:: Exercise directions ::
Every record needs to be set down again without a single difference.

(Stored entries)
Segment Open

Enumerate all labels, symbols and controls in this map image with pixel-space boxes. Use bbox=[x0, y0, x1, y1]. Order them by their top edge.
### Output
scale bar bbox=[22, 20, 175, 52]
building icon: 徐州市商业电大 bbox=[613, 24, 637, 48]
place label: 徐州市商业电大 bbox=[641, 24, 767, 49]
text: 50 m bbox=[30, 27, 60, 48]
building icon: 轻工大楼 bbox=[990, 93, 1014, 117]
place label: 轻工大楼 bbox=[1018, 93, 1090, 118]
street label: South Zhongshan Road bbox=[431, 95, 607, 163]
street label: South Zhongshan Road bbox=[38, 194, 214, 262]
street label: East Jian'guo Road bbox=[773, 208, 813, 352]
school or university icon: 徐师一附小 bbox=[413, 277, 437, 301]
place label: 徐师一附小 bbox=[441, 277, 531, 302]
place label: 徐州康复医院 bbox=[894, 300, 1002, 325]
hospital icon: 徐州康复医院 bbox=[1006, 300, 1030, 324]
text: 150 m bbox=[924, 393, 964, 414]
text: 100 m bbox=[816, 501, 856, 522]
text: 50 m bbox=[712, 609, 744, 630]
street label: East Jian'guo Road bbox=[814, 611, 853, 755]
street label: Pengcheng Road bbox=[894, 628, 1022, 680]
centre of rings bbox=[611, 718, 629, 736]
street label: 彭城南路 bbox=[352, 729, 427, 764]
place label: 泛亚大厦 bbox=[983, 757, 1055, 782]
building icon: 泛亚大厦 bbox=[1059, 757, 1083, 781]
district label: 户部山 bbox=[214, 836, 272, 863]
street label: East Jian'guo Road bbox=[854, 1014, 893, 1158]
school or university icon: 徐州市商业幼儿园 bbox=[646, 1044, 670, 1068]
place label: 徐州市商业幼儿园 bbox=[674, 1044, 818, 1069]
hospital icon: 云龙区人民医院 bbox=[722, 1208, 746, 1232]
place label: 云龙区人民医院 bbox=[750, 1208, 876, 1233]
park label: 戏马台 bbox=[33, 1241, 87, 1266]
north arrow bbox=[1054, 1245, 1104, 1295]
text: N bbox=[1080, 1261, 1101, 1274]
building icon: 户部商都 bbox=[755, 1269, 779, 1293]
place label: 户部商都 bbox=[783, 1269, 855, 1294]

Segment Closed

:: Final answer ::
Enumerate all labels, symbols and controls in this map image with pixel-space boxes. Use bbox=[x0, y0, x1, y1]. Order them by their top edge.
### Output
scale bar bbox=[22, 20, 175, 52]
building icon: 徐州市商业电大 bbox=[613, 24, 637, 48]
place label: 徐州市商业电大 bbox=[641, 24, 767, 49]
text: 50 m bbox=[30, 27, 60, 48]
building icon: 轻工大楼 bbox=[990, 93, 1014, 117]
place label: 轻工大楼 bbox=[1018, 93, 1090, 118]
street label: South Zhongshan Road bbox=[431, 95, 607, 163]
street label: South Zhongshan Road bbox=[38, 194, 214, 262]
street label: East Jian'guo Road bbox=[773, 208, 813, 352]
school or university icon: 徐师一附小 bbox=[413, 277, 437, 301]
place label: 徐师一附小 bbox=[441, 277, 531, 302]
place label: 徐州康复医院 bbox=[894, 300, 1002, 325]
hospital icon: 徐州康复医院 bbox=[1006, 300, 1030, 324]
text: 150 m bbox=[924, 393, 964, 414]
text: 100 m bbox=[816, 501, 856, 522]
text: 50 m bbox=[712, 609, 744, 630]
street label: East Jian'guo Road bbox=[814, 611, 853, 755]
street label: Pengcheng Road bbox=[894, 628, 1022, 680]
centre of rings bbox=[611, 718, 629, 736]
street label: 彭城南路 bbox=[352, 729, 427, 764]
place label: 泛亚大厦 bbox=[983, 757, 1055, 782]
building icon: 泛亚大厦 bbox=[1059, 757, 1083, 781]
district label: 户部山 bbox=[214, 836, 272, 863]
street label: East Jian'guo Road bbox=[854, 1014, 893, 1158]
school or university icon: 徐州市商业幼儿园 bbox=[646, 1044, 670, 1068]
place label: 徐州市商业幼儿园 bbox=[674, 1044, 818, 1069]
hospital icon: 云龙区人民医院 bbox=[722, 1208, 746, 1232]
place label: 云龙区人民医院 bbox=[750, 1208, 876, 1233]
park label: 戏马台 bbox=[33, 1241, 87, 1266]
north arrow bbox=[1054, 1245, 1104, 1295]
text: N bbox=[1080, 1261, 1101, 1274]
building icon: 户部商都 bbox=[755, 1269, 779, 1293]
place label: 户部商都 bbox=[783, 1269, 855, 1294]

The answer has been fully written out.